But you don’t order that last splash of Sauternes because you need it; you order it because it feels nice to linger over something sweet at the end of a satisfying meal. The finale felt like that kind of extra. Especially after a season so ruthlessly focused on a single shift, it was a treat to get to see Syd relax with her dad on her day off, or Tina and her husband giddily discuss her promotion, or even Carmy make an actual joke (!) by pretending to be stuck in the fridge again.
I did have a moment of worry when it seemed like Carmy might be about to pitch a TV show about a talented but troubled young chef, to be called something like, oh I don’t know I’m just spitballing here, The Bear. But he wasn’t! He was just emotionally dumping on a total stranger during an internship interview. If I were that manager, I would not hire this man. But maybe you feel differently. Dan, would you hire this slightly more enlightened version of Carmy?
DANIEL FIENBERG: I was absolutely CERTAIN that Carmy was going to meet with a television network about doing a show called The Bear, and my only question was whether or not John Landgraf would play himself, so I guess I’ll also give the finale some level of credit for not doing that one obvious thing.

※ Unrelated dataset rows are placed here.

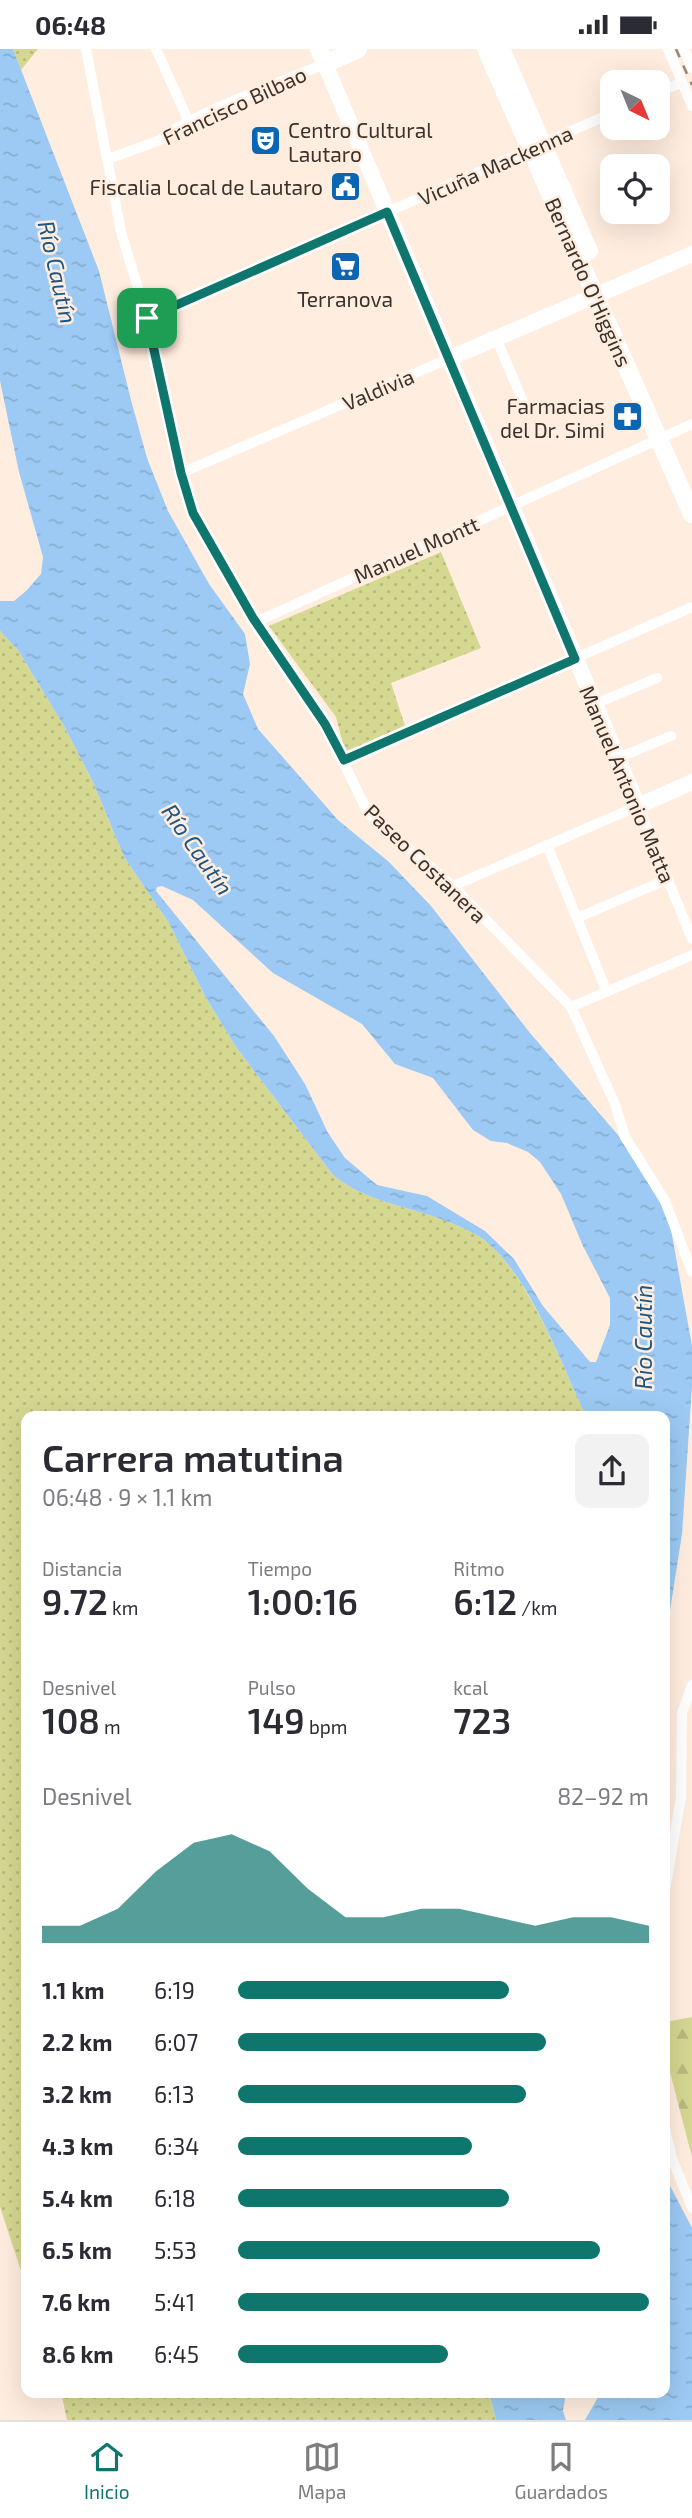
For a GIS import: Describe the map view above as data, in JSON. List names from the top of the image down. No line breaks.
{"streets":{"main road":["Francisco Bilbao","Bernardo O'Higgins"],"street":["Vicuña Mackenna","Valdivia","Manuel Montt","Manuel Antonio Matta","Paseo Costanera"]},"crossings":[["Francisco Bilbao","Manuel Antonio Matta"],["Francisco Bilbao","Paseo Costanera"],["Vicuña Mackenna","Bernardo O'Higgins"],["Vicuña Mackenna","Manuel Antonio Matta"],["Vicuña Mackenna","Paseo Costanera"],["Bernardo O'Higgins","Valdivia"],["Bernardo O'Higgins","Manuel Montt"],["Valdivia","Manuel Antonio Matta"],["Valdivia","Paseo Costanera"],["Manuel Montt","Manuel Antonio Matta"],["Manuel Montt","Paseo Costanera"]],"water":["Río Cautín"],"places":{"theatre":["Centro Cultural Lautaro"],"public building":["Fiscalia Local de Lautaro"],"supermarket":["Terranova"],"pharmacy":["Farmacias del Dr. Simi"]},"north":"bottom right","page":{"status":"06:48","heading":["Carrera matutina","06:48 · 9 × 1.1 km"],"stats":[["Distancia","9.72 km"],["Tiempo","1:00:16"],["Ritmo","6:12 /km"],["Desnivel","108 m"],["Pulso","149 bpm"],["kcal","723"]],"chart":["Desnivel","82–92 m"],"list":[{"name":"1.1 km","note":"6:19"},{"name":"2.2 km","note":"6:07"},{"name":"3.2 km","note":"6:13"},{"name":"4.3 km","note":"6:34"},{"name":"5.4 km","note":"6:18"},{"name":"6.5 km","note":"5:53"},{"name":"7.6 km","note":"5:41"},{"name":"8.6 km","note":"6:45"}],"tabs":["Inicio","Mapa","Guardados"]}}
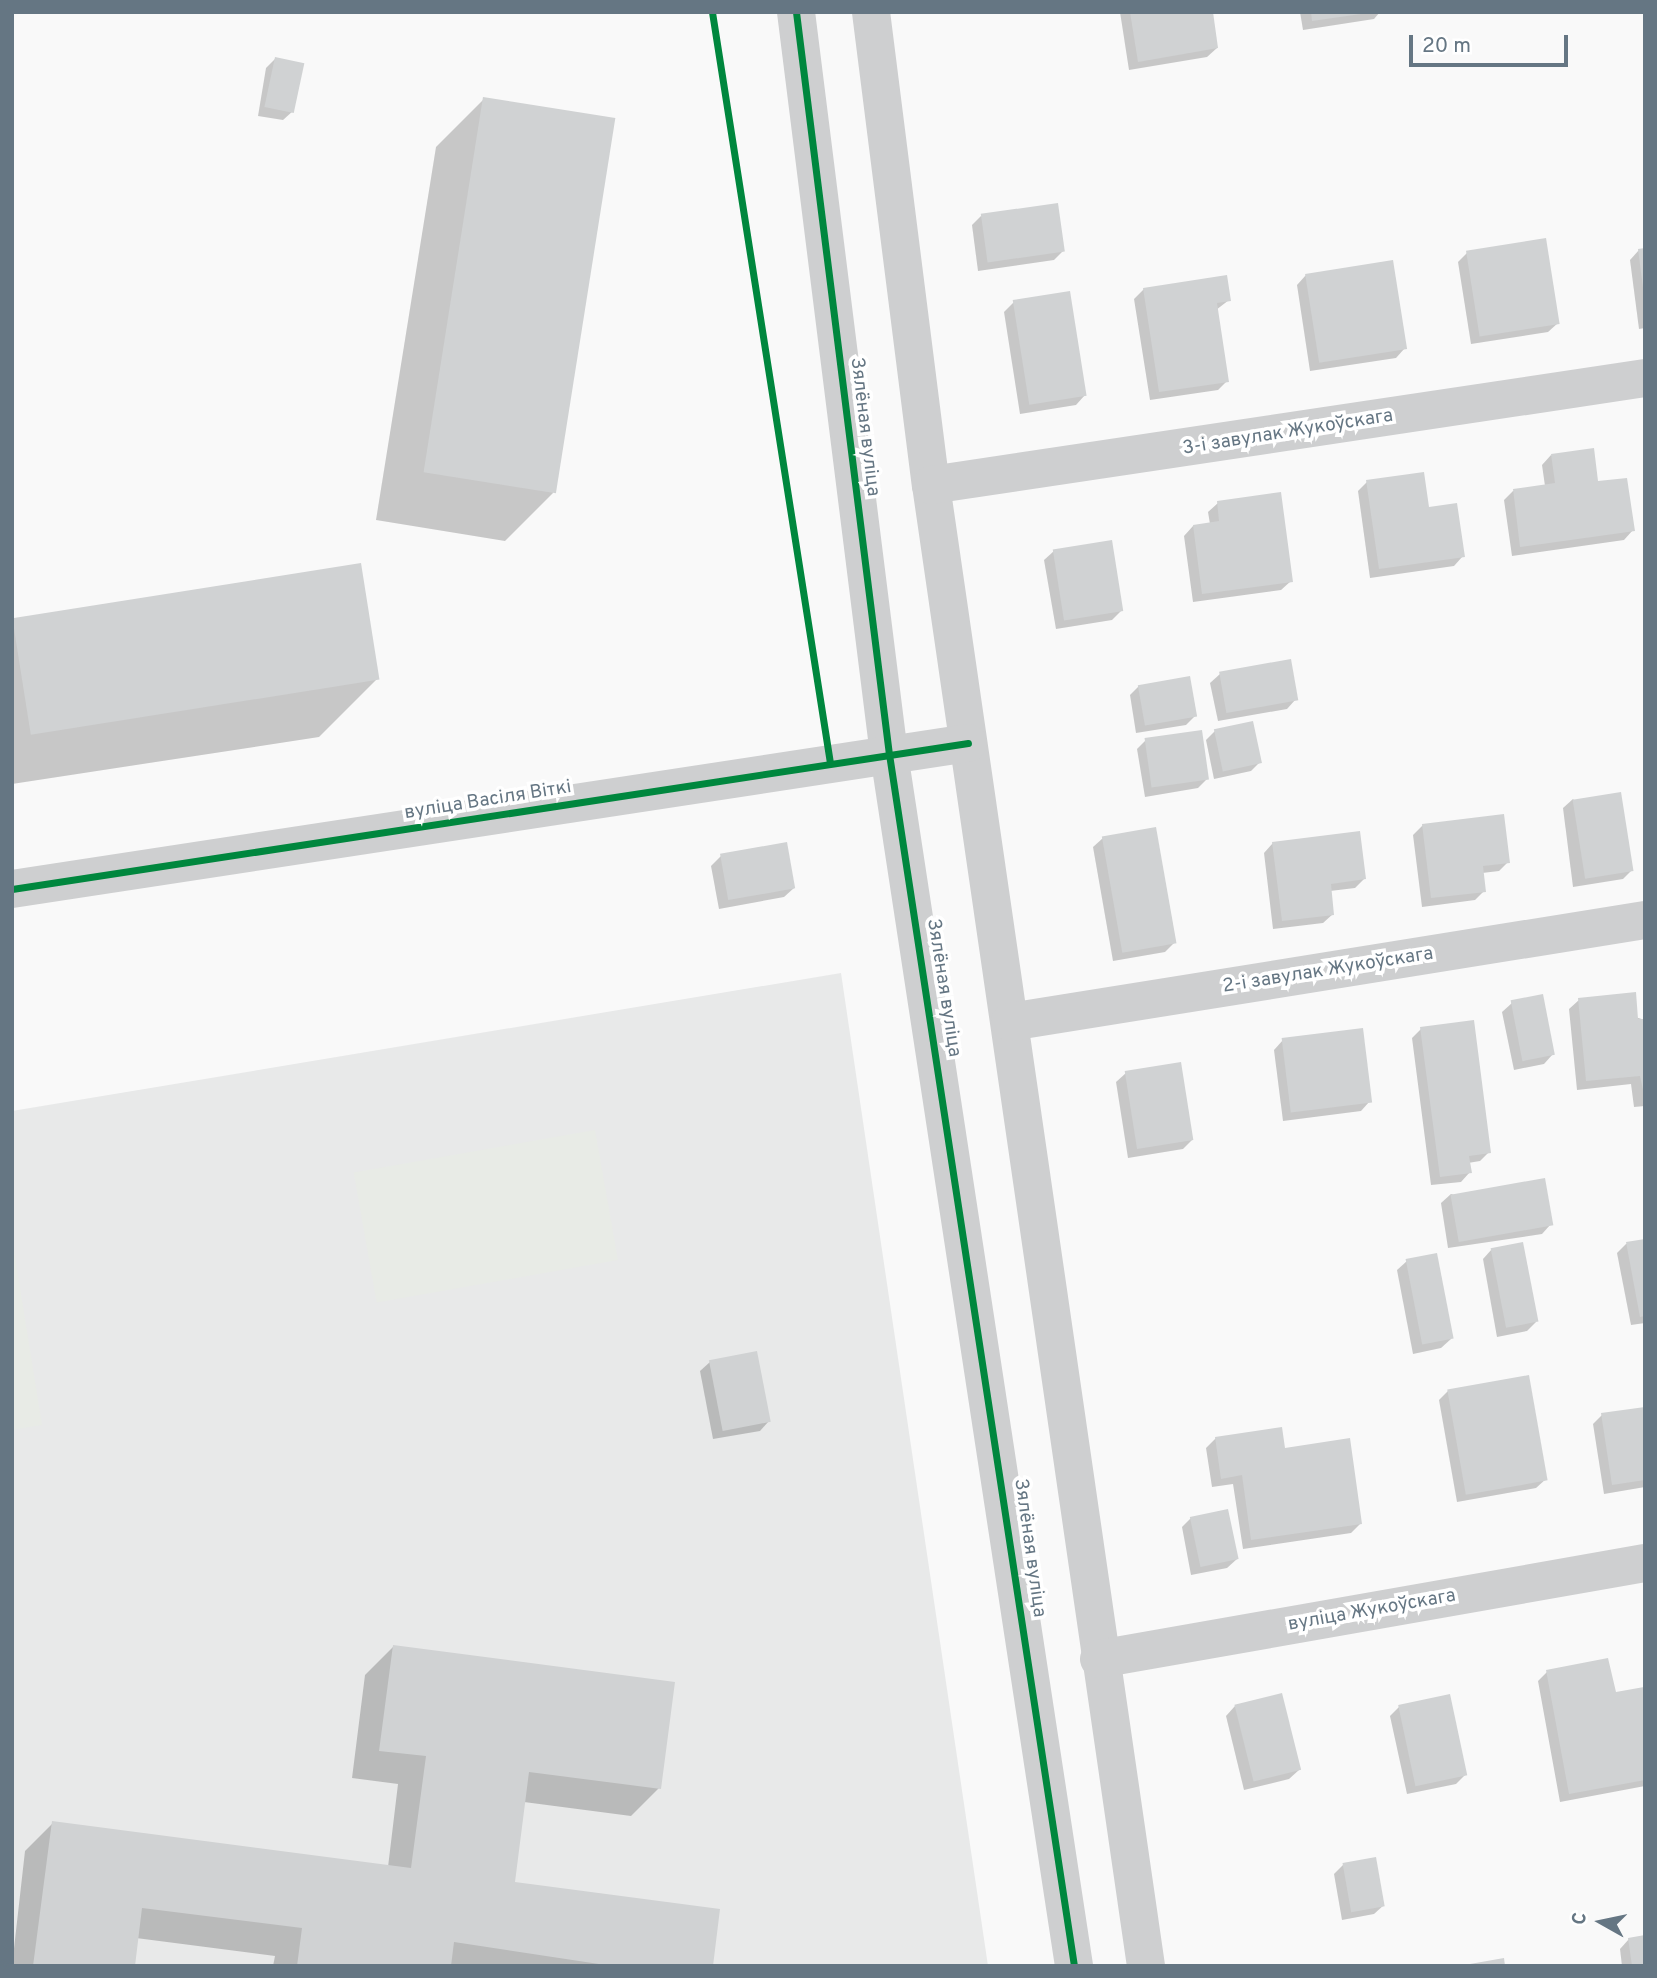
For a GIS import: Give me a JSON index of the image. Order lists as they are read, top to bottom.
{
  "streets": {
    "street": [
      "Зялёная вуліца",
      "3-і завулак Жукоўскага",
      "вуліца Васіля Віткі",
      "2-і завулак Жукоўскага",
      "вуліца Жукоўскага"
    ]
  },
  "crossings": [
    ["Зялёная вуліца", "вуліца Васіля Віткі"]
  ],
  "scale_bar": "20 m",
  "north": "left"
}
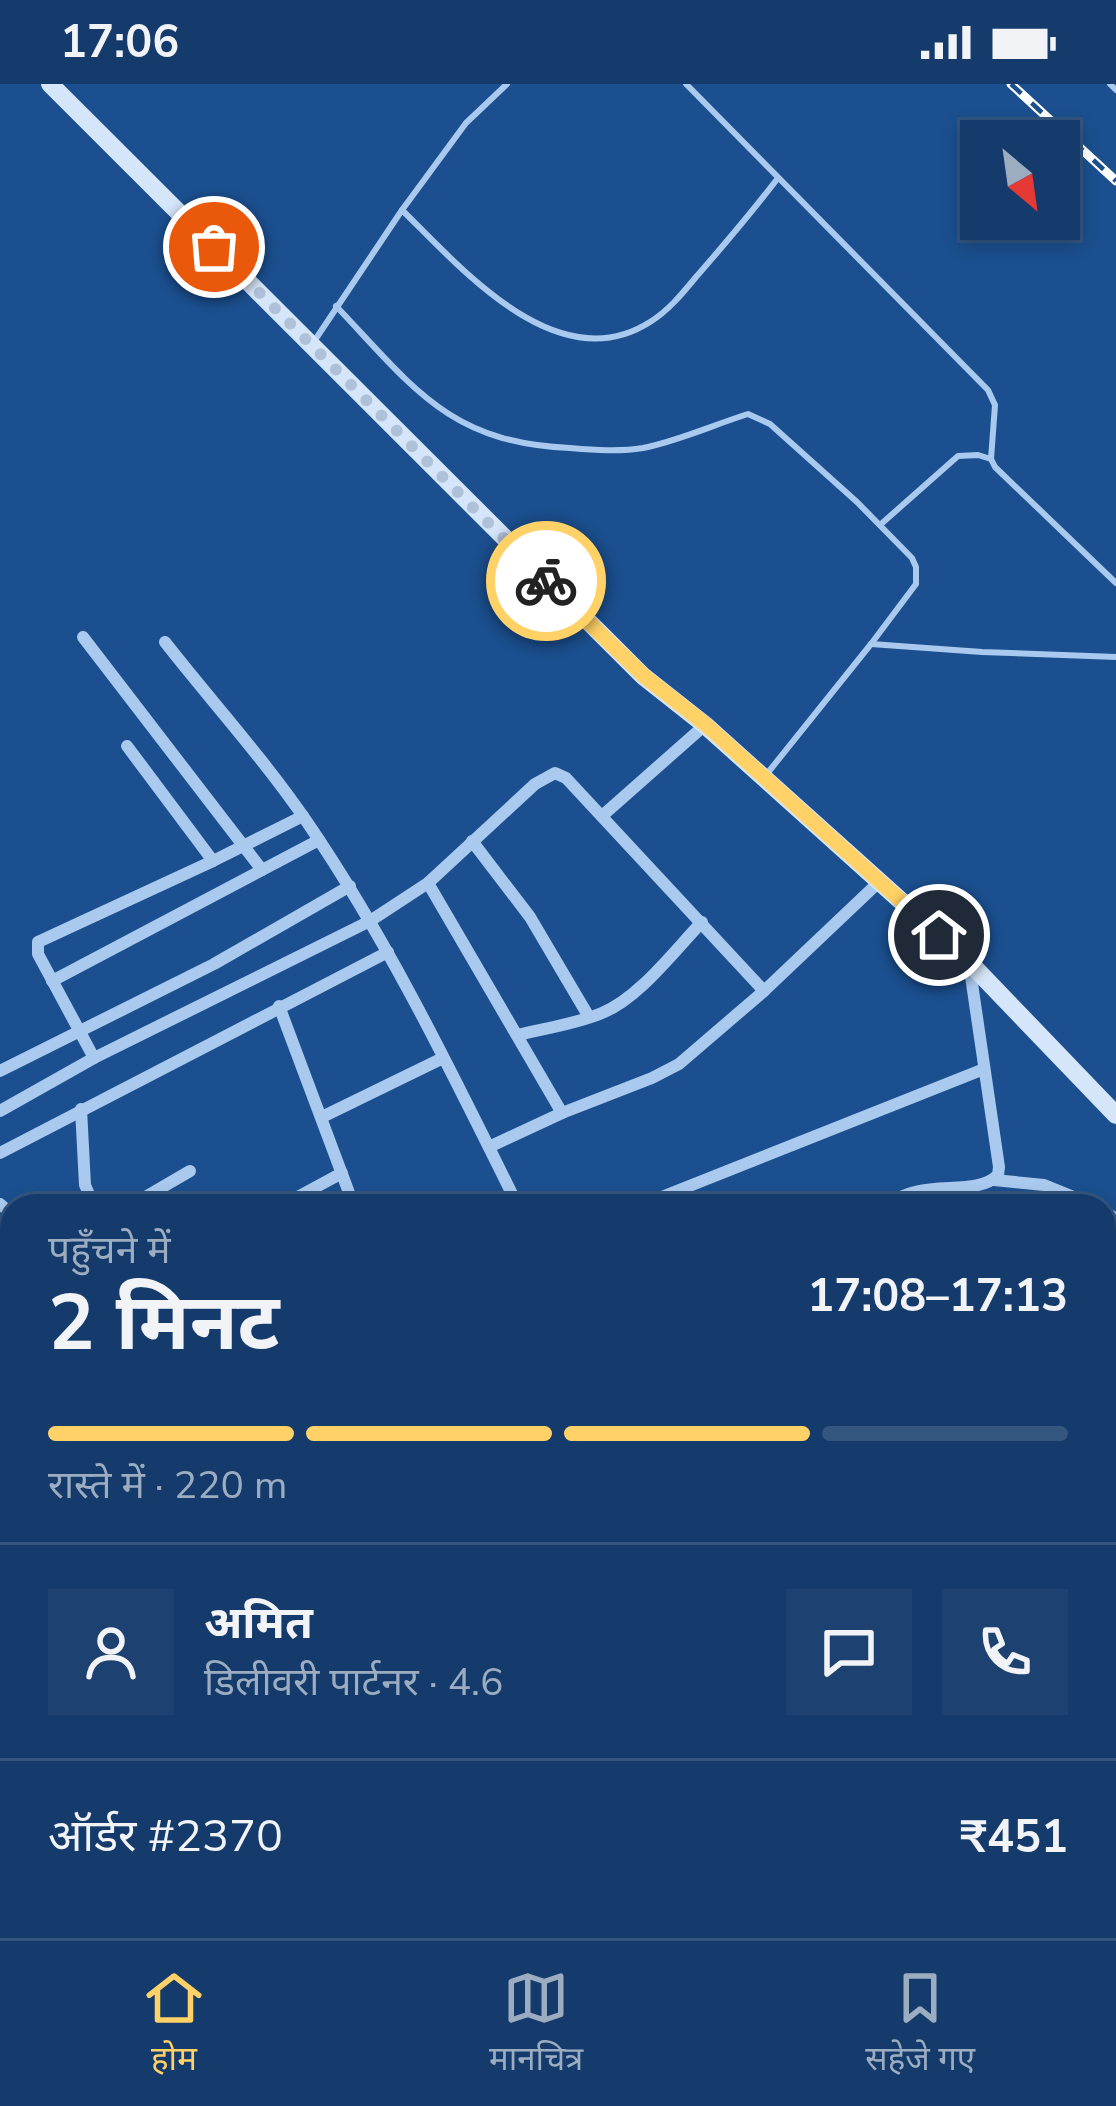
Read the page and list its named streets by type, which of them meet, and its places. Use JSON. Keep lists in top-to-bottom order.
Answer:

Otherwise, I think we’re probably saying the same thing in the opposite way, because I thought the finale was wholly unnecessary and, in its superfluousness, actively irritating. It was one thing after another directed at viewers who should have been capable of making assumptions or imagining. I gained absolutely nothing from being told that Jess and Richie were eventually going to sweetly touch and then hold hands. I gained absolutely nothing from another scene with Luca and Marcus being sincerely appreciative and affectionate, if they weren’t going to kiss, and even then, I didn’t necessarily need that. I gained absolutely nothing from the fact that Bob Odenkirk and Molly Gordon were available to appear in the background of crowd scenes at Eva’s birthday, a bash at which she received an average-looking cake but not what she wanted more than anything in the world: a table even larger than the table they had at her mother’s wedding party.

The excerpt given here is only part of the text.